Exercise description: Reproduce the records below exactly, but only between the lines holding "context.strokeStyle = halo;" and "M162,4l40,5 15,-5h47c-19,10 -39,22", inclusive.
____ Exercise data
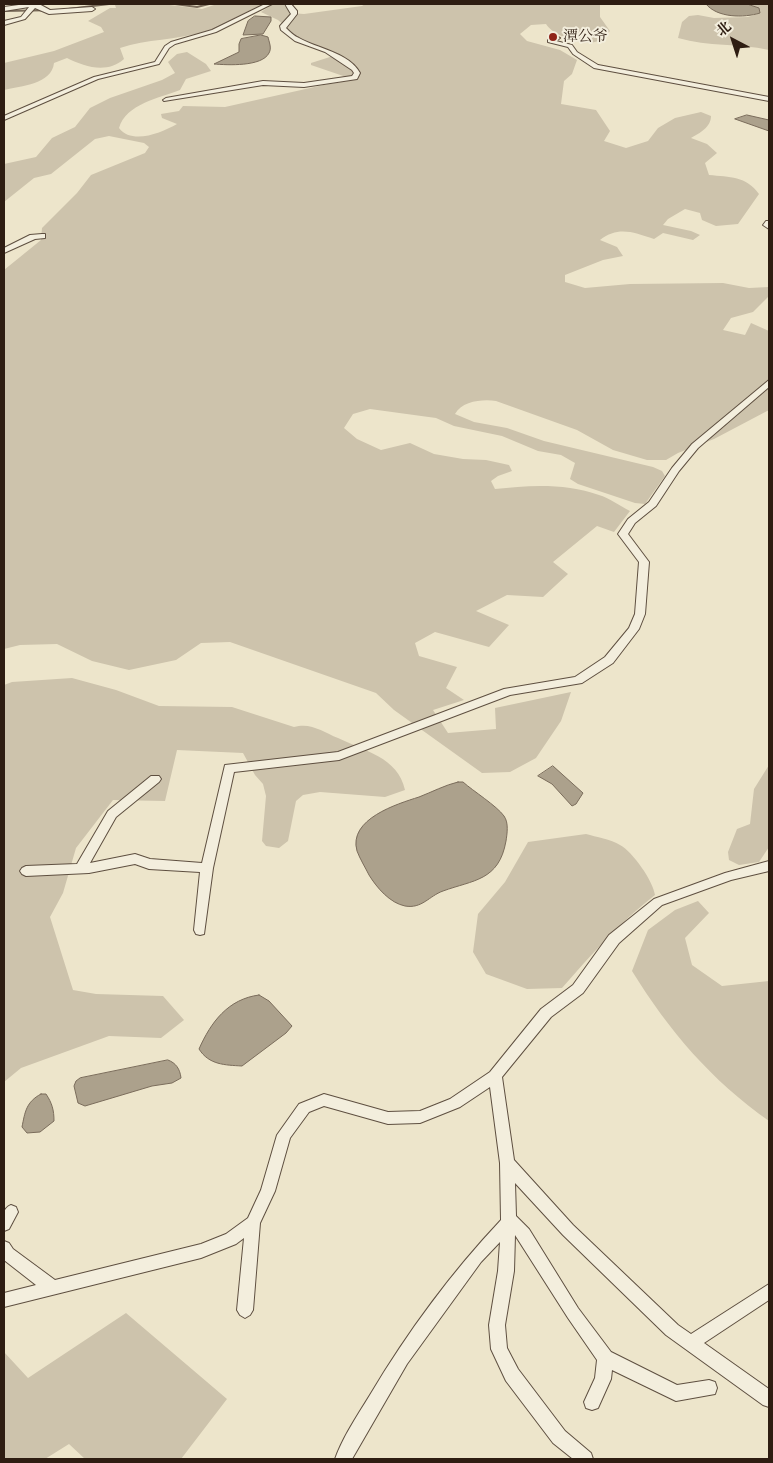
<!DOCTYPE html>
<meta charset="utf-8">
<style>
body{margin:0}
#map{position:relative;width:773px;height:1463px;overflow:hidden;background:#ede5cb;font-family:"Libre Caslon Text","Noto Serif SC",serif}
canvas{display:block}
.frame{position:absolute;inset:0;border:5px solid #2e1d12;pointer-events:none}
.north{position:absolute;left:708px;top:15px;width:50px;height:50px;-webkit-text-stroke:4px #f3eedd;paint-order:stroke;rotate:320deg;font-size:14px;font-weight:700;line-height:20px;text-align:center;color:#2e1d12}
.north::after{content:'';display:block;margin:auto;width:18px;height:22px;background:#2e1d12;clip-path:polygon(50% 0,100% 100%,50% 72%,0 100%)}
</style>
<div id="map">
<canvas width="773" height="1463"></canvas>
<div class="frame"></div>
<div class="north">北</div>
</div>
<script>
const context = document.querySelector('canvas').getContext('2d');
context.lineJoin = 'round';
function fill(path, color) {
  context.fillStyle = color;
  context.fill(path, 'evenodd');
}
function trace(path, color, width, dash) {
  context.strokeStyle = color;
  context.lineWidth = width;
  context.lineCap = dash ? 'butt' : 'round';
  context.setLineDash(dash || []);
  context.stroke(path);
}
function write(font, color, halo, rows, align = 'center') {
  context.font = font + ' "Libre Caslon Text","Noto Serif SC",serif';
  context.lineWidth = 4;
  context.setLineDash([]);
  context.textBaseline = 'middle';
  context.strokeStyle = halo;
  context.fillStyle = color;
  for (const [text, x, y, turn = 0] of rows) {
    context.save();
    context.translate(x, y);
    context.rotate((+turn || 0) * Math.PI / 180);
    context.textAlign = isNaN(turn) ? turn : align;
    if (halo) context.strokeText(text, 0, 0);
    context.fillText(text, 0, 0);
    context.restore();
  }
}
const green = new Path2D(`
 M162,4l40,5 15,-5h47c-19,10 -39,22 -60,28 -28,8 -57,7 -84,16l4,11c-17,15 -39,8 -57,-1l-13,5c-2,21 -33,23 -50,27v-27l50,-12 50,-19 -3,-5 -13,-6 22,-13h6l-1,-3z
 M273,4h10l8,9 13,1 58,-8 3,-2h235v13l10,14c-3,3 -8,8 -12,10 -14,6 -45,-5 -52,-17l-15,1 -11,9 7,7 33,9 17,10 -5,14 -8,7 -3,23 35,6 14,21 -6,10 22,7 22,-7 10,-13 17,-10 26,-6 10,4c0,11 -11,17 -20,22l16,6 10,9 -12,10 4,12c21,2 37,1 50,19l-21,30 -22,2 -14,-6 -2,-7 -15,-4 -17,10 -5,6 28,6 9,4 -7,5 -30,-7 -9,6c-21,-7 -36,-13 -54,1l17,7 6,9 -20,4 -38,15v7l20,6 45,-4 93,-1 26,5 20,-1v9l-16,16 -22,6 -8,12 22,5 6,-12 18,8v79l-55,29 -36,14 -12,7h-19l-34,-10 -36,-20 -81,-29c-13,-2 -34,0 -41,13l19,8 33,6 37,13 109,26 9,4 3,5 -20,28 -10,-1 -57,-19 -8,-5 5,-16 -14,-8 -23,-4 -36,-15 -48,-10 -18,-8 -66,-9 -17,5 -9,14 13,11 24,11 29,-7 24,11 29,5 23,1 23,5 3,6 -14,5 -7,5 4,8c34,-4 71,-6 104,6 10,3 21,11 31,16l-16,21 -17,-6 -44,36 15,12 -25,23 -36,-2 -31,16 33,14 -20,22 -54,-15 -20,11 4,13 38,11 -11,21 18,12 -31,10 15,23 48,-4 -1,-21 76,-16 -10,29 -25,37 -26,14 -28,1 -88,-63 -18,-17 -146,-51 -29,1 -25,17 -47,10 -37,-9 -35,-17 -37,1 -16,4v-379l37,-30 1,-12 35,-35 14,-18 54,-22 4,-6 -5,-4 -35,-7 -14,3 -44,35 -17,4 -30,24v-38l32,-7 16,-19 23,-11 15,-19 20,-10 52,-18 13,-7 -7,-11 9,-8 10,-2 19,12 5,7 -25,8 -6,11c-21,8 -54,14 -61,38 13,17 42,5 58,-4l-15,-6 -1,-4 18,-3 4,-5 42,1 103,-23 27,-4 -44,-15v-2l19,-6 6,-4 -35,-13 -23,-20 -17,-8z
 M747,4h22v46c-31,-7 -60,-3 -91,-12l4,-16 7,-6 9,-1 16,3 34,-1 12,-4 -1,-5z
 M72,678l44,12 43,16 73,1 62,20c17,-5 29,5 44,11 26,13 60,19 67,52l-20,7 -65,-5 -17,3 -7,6 -8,40 -9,7 -13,-2 -4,-5 4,-45 -3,-12 -8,-9 -12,-22 -66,-3 -12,51 -52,-1 -37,48 -13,45 -13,24 23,73 23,4 67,2 21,24 -23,18 -52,-2 -88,32 -17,14v-397l8,-3z
 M769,765v82l-10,15 -20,3 -10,-5 -1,-8 9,-23 13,-5 4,-35z
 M586,834c10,3 25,5 34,11 13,7 33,36 35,50 -35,27 -64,60 -93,93l-35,1 -41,-15 -13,-22 5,-38 27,-32 23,-40z
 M698,901l11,12 -24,25 7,27 30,21 47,-5v140c-58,-41 -100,-90 -137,-150l16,-41 27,-20z
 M126,1313l101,86 -46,60h-96l-16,-15 -24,15h-41v-107l24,26z`);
const water = new Path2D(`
 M706,4h41l12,4 1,5c-16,5 -43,5 -54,-9z
 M255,16l16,1v4l-8,13 -20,1 5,-14z
 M261,35l7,2c1,5 4,11 1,16 -7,14 -42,12 -55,11l25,-12v-8l2,-5z
 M747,115l22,5v11l-34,-12z
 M553,766l30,27 -7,11 -4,2 -20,-22 -14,-8z
 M458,782h5c10,9 34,24 41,34 5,7 3,18 2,25 -7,40 -33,39 -63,50 -14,5 -21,18 -38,15 -15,-3 -28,-18 -36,-31 -4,-8 -9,-16 -12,-24 -9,-32 40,-47 62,-54 13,-5 26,-12 39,-15z
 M259,995l10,6 23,25 -6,7 -44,33c-17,-1 -33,-1 -43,-17 12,-27 29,-50 60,-54z
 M168,1060c8,3 12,9 13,18l-9,5 -20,3 -67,20 -7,-3 -4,-17 2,-5 4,-3z
 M41,1094h5c6,9 8,16 8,27l-14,11 -13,1 -5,-6c3,-15 4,-25 19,-33z`);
const stream = new Path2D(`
 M175,4l22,3 12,-3
 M4,11l56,-1 49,-6`);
const minor = new Path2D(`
 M26,4h13l11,6 42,-3 3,2 -3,2 -43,3 -14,-6 -10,11 -21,6v-4l17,-4 8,-10 -25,4v-4z
 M265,4h7l-56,28 -41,12 -6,4 -10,16 -61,15 -94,41v-4l90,-39 61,-15 10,-16 6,-4 41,-12z
 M285,4h6l6,7v3l-11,14c4,4 8,8 13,10 17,10 51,15 61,35l-3,6 -53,8 -41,-2 -99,16 -1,-1 3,-2 97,-17 41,2 48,-7 2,-3 -2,-3 -27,-18 -30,-11 -14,-11 -1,-4 11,-12z
 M553,35l7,3 -4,3 16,4 5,7 21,13 171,32v4l-175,-33 -21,-14 -5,-7 -20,-5v-2z
 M766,221h3v8l-6,-4z
 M42,234h3v4l-10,1 -31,14v-5l26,-13z
 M769,380v7l-71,61 -19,23 -23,35 -21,17 -7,11 21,28 -4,52 -6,15 -26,34 -31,20 -72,12 -171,65 -105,12 -21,96 -9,66 -4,1 -4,-1 -2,-4 6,-58 -51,-3 -14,-5 -46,9 -63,3 -4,-2 -2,-3 2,-3 4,-2 51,-2 31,-53 43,-35h8l2,3 -2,3 -43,35 -26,46 45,-9 15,5 52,4 23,-98 113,-13 166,-63 71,-12 30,-20 24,-29 6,-14 4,-52 -21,-28 10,-15 21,-17 23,-34 20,-24z
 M769,861v10l-38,9 -69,25 -43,38 -36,50 -32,24 -49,60 12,83 59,65 105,100 13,9 78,-50v16l-65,43 65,46v18l-6,-2 -97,-70 -103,-100 -48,-52 1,33 13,13 49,79 33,44 66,33 32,-5 6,2 2,6 -2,6 -39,7 -64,-31 -1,9 -13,29 -6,2 -6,-2 -2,-6 11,-24 2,-18 -29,-42 -53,-83 -1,36 -9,54 2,23 11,21 47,62 26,22 2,6h-20l-20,-16 -47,-62 -15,-32 -2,-24 9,-54 2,-29 -19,20 -74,102 -55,95h-17c8,-22 22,-43 35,-64 37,-62 81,-122 131,-175l-1,-57 -10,-76 -30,20 -40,16 -32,1 -64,-18 -15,6 -19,26 -15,53 -15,32 -7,87 -3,5 -5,3 -5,-3 -3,-5 7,-72 -8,6 -35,14 -197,49v-14l32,-8 -32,-25v-19l5,2 4,6 42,31 146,-36 25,-10 22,-16 13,-28 16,-55 22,-31 25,-10 64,18 32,-1 30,-12 40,-27 51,-63 32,-24 36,-50 45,-36 71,-26z
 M11,1205l5,2 2,5 -9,17 -5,2c-1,-10 -3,-22 7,-26z`);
const markers = [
 [553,37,5,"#8f2418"]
];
const farPoinames = [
 ["潭公爷",563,37]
];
fill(green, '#cdc3ac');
fill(water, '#aca18c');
trace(water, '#7a6c5b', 1);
trace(stream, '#7a6c5b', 2);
trace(minor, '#5e4f40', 2);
fill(minor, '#f3eedd');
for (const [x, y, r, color] of markers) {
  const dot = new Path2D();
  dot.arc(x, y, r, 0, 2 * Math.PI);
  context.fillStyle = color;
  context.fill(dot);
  trace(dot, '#f3eedd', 2);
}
write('15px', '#2e1d12', '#f3eedd', farPoinames, 'left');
</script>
________
Written answer:
  context.strokeStyle = halo;
  context.fillStyle = color;
  for (const [text, x, y, turn = 0] of rows) {
    context.save();
    context.translate(x, y);
    context.rotate((+turn || 0) * Math.PI / 180);
    context.textAlign = isNaN(turn) ? turn : align;
    if (halo) context.strokeText(text, 0, 0);
    context.fillText(text, 0, 0);
    context.restore();
  }
}
const green = new Path2D(`
 M162,4l40,5 15,-5h47c-19,10 -39,22 -60,28 -28,8 -57,7 -84,16l4,11c-17,15 -39,8 -57,-1l-13,5c-2,21 -33,23 -50,27v-27l50,-12 50,-19 -3,-5 -13,-6 22,-13h6l-1,-3z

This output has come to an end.